Skip to content

SwissOpenEM/LS_Metadata_reader

Repository files navigation

LS Metadata extractor

Extract metadata from common life-science electron microscopy data in OSC-EM format.

Input formats

  • SerialEM
  • Thermo Fisher EPU
  • TOMO5

Installation

Binaries for Mac, Linux, and Windows can be downloaded from our releases page. Alternately, you can compile from source by running:

go build -o LS_metadata_reader .

MacOS

The release executables for MacOS are not signed. You may get a warning that MacOS cannot verify the developer or check the binary for malicious software. If downloaded directly from Github this executable should be safe to run. You can bypass the warning by running the command:

xattr -d com.apple.quarantine LS_Metadata_reader

SerialEM

!!! Requires SerialEM 4.2.0 or newer !!!

SerialEM requires some additional configuration to ensure that all required information is available in the mdoc files.
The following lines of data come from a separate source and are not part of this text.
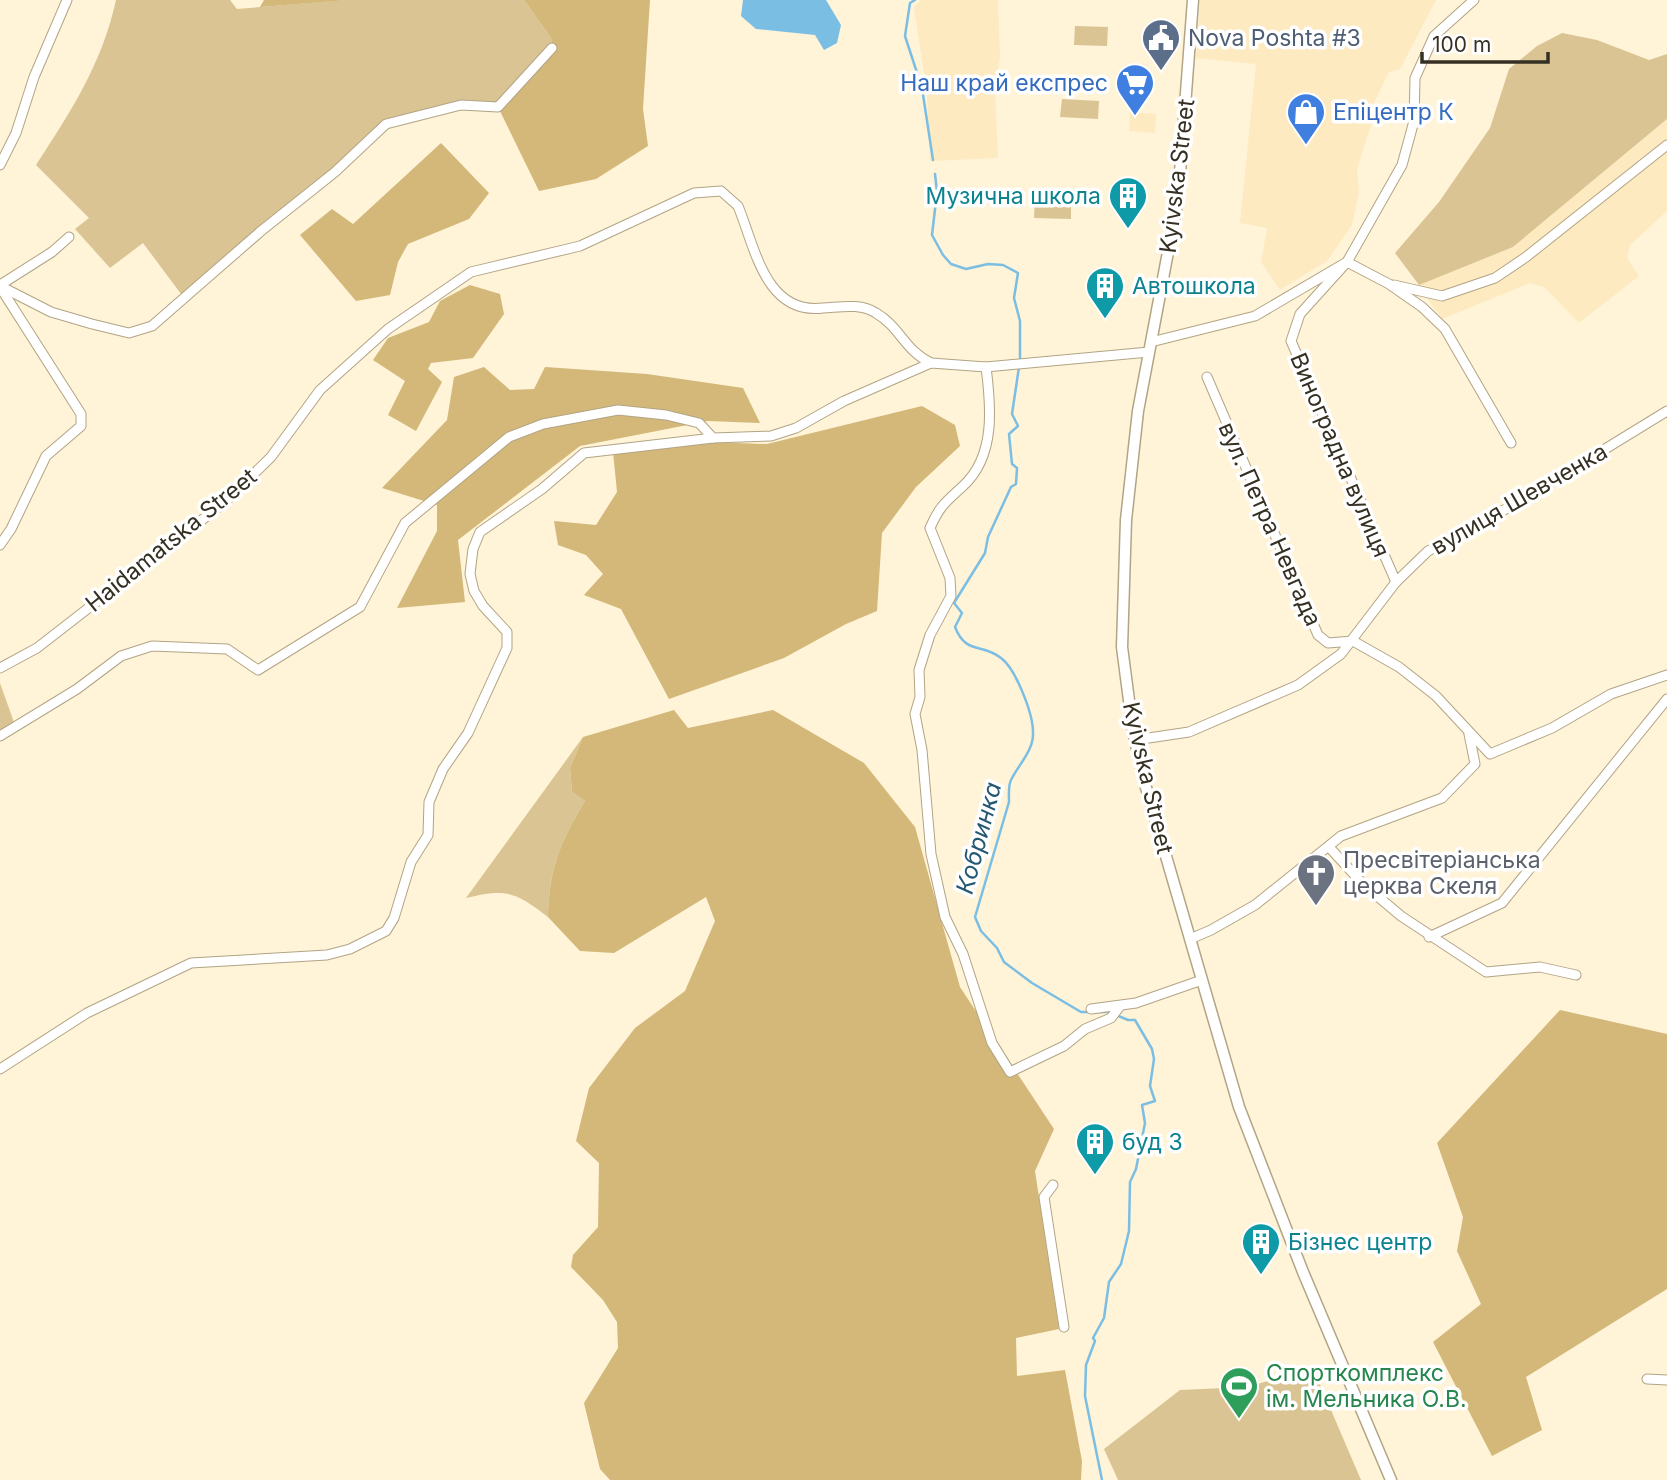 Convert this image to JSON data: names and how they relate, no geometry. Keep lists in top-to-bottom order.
{
  "streets": {
    "main road": ["Kyivska Street"],
    "street": [
      "Виноградна вулиця",
      "вулиця Шевченка",
      "вул. Петра Невгада",
      "Haidamatska Street"
    ]
  },
  "crossings": [
    ["Kyivska Street", "вулиця Шевченка"],
    ["Виноградна вулиця", "вулиця Шевченка"],
    ["вулиця Шевченка", "вул. Петра Невгада"]
  ],
  "water": ["Кобринка"],
  "places": {
    "public building": ["Nova Poshta #3"],
    "supermarket": ["Наш край експрес"],
    "shop": ["Епіцентр К"],
    "building": [
      "Музична школа",
      "Автошкола",
      "буд 3",
      "Бізнес центр"
    ],
    "church": ["Пресвітеріанська церква Скеля"],
    "sports": ["Спорткомплекс ім. Мельника О.В."]
  },
  "scale_bar": "100 m"
}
  1. Add instrument properties to SerialEMproperties.txt. See the example. Update values to reflect your instrument parameters.
  2. The two scripts are provided in SerialEM_Scripts/ for SPA and Tomography datasets. One of these should be run after each image collection (the lowest tick mark on the SerialEM automization script selection). Otherwise SerialEM output will lack a few required fields for the schema.

EPU and TOMO5

Some instrument data is not available in EPU output. This is normally set in a configuration file, but can also be added at the command line using parameters.

A wizard is available to walk through creating the configuration file. Run it using

LS_Metadata_reader --c

The configuration file is saved in the following locations depending on your platform:

  • Unix: $XDG_CONFIG_HOME/LS_Metadata_reader/LS_reader.conf (usually $HOME/.config/LS_Metadata_reader/LS_reader.conf)
  • MacOS: $HOME/Library/Application Support/LS_Metadata_reader/LS_reader.conf
  • Windows: %AppData%\LS_Metadata_reader\LS_reader.conf

Config values can also be set using the command line flags:

Config property CLI Option Required Description
CS --cs yes the CS value of the instrument
Gainref_FlipRotate --gain_flip_rotate yes the orientation of the gain_reference relative to actual data
MPCPATH --epu Path to EPU metadata directory

EPU writes its metadata files in a different directory than its actual data (TOMO5 also keeps some additional info that is processed by the LS_Metadata_reader there). It generates another set of folders, usually on the microscope controlling computer, that mirror its OffloadData folders in directory structure. Within them it stores some related information, including the metadata xml files. If --epu is defined as a flag or in the config, the LS_Metadata_reader will directly grab those when the user points it at a OffloadData directory. NOTE: This requires you to mount the microscope computer directory for EPU on the machine you are running LS_Metadata_reader on, as those are most likely NOT the same. The extractor will work regardless if pointed to the xmls/mdocs directly, this is just for convenience.

Usage

The reader should be called with the path to a folder containing the xml (EPU/TOMO5) or mdoc (SerialEM) files.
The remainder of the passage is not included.